(Data shown Opens)

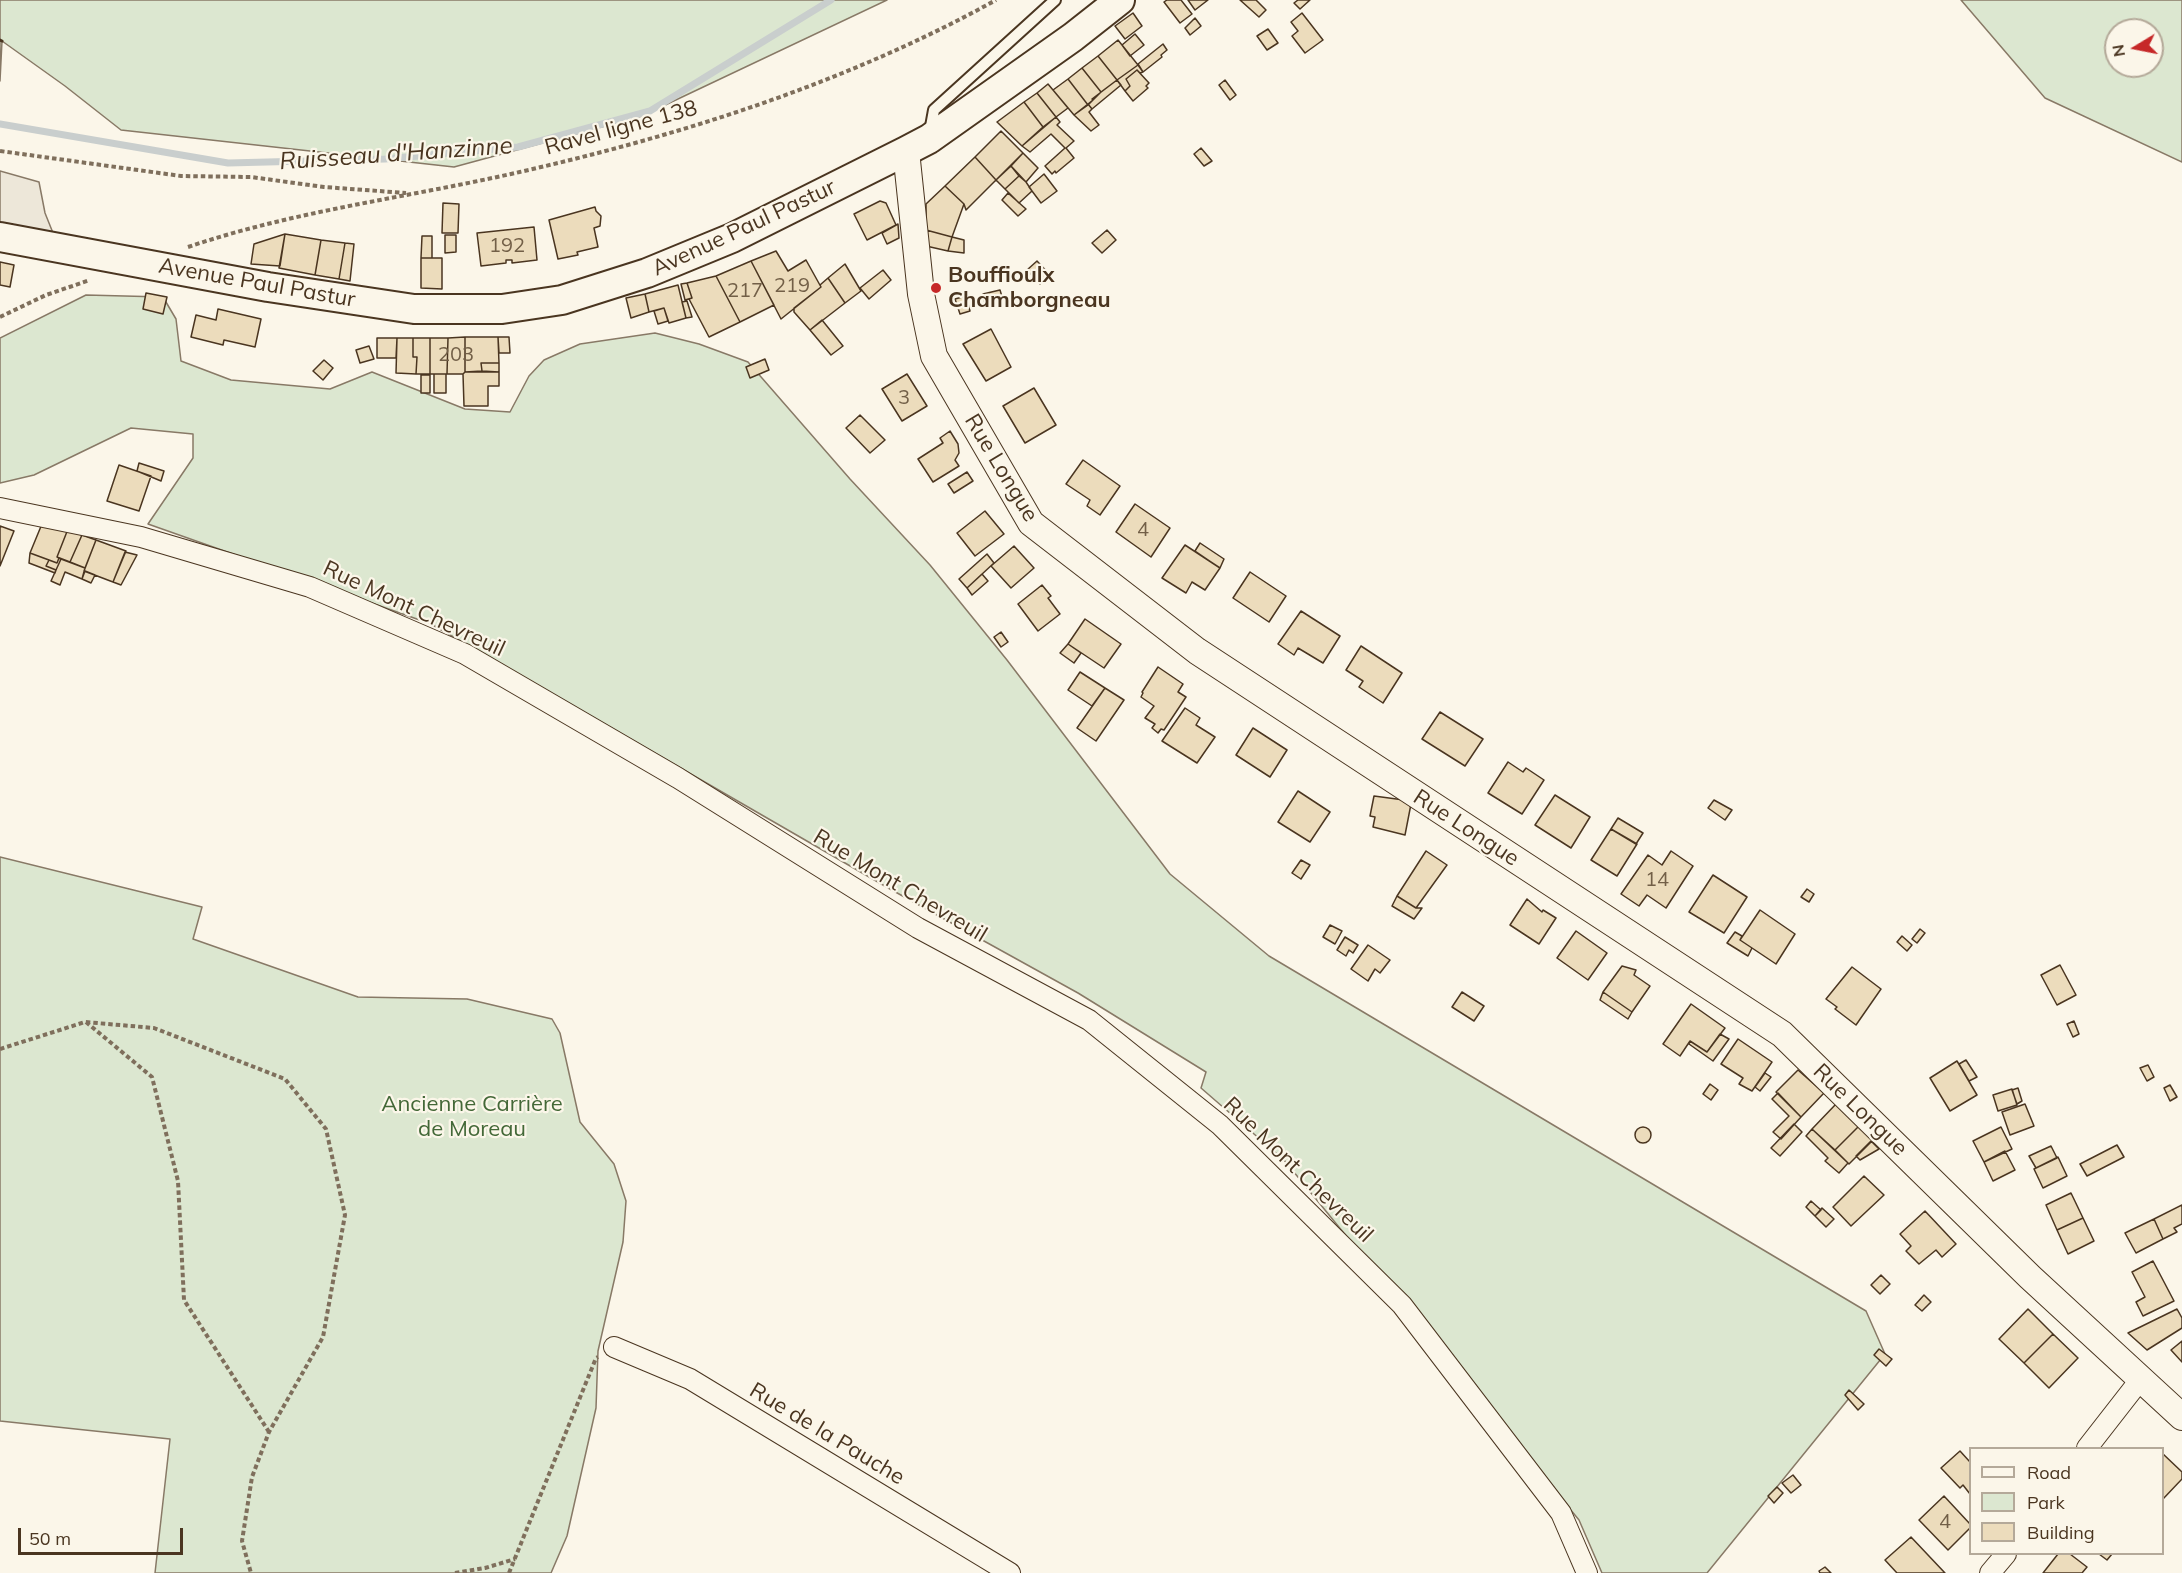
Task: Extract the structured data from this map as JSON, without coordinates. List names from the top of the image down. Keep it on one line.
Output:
{"streets":{"main road":["Avenue Paul Pastur"],"street":["Rue Longue","Rue Mont Chevreuil","Rue de la Pauche"],"path":["Ravel ligne 138"]},"crossings":[["Avenue Paul Pastur","Rue Longue"]],"water":["Ruisseau d'Hanzinne"],"parks":["Ancienne Carrière de Moreau"],"places":["Bouffioulx Chamborgneau"],"house_numbers":["192","219","217","203","3","4","14","4"],"legend":["Road","Park","Building"],"scale_bar":"50 m","north":"left"}
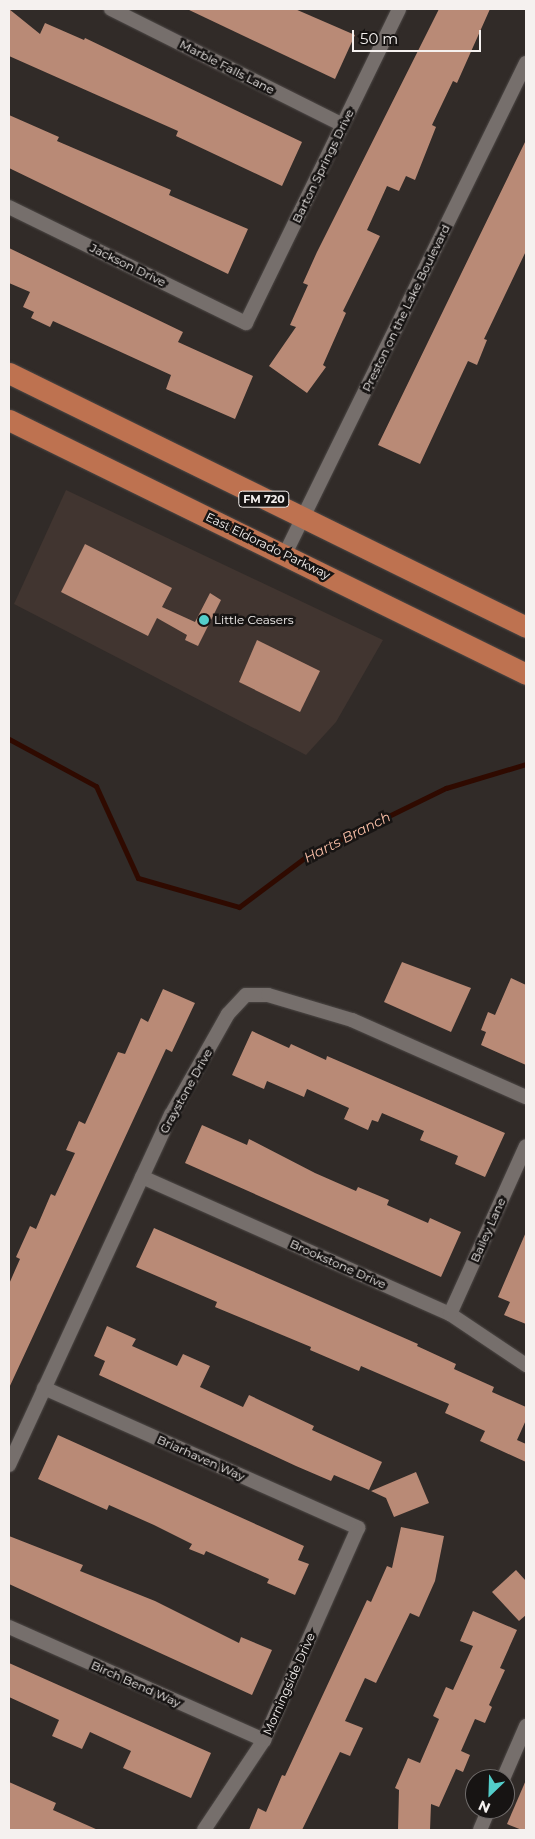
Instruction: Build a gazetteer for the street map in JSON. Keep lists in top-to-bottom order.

(Data shown Closes)

Copy each line of the listing that carries the string "Keep".

Task: Extract the structured data from this map as JSON, without coordinates. List names from the top of the image down. Keep it on one line.
Instruction: Build a gazetteer for the street map in JSON. Keep lists in top-to-bottom order.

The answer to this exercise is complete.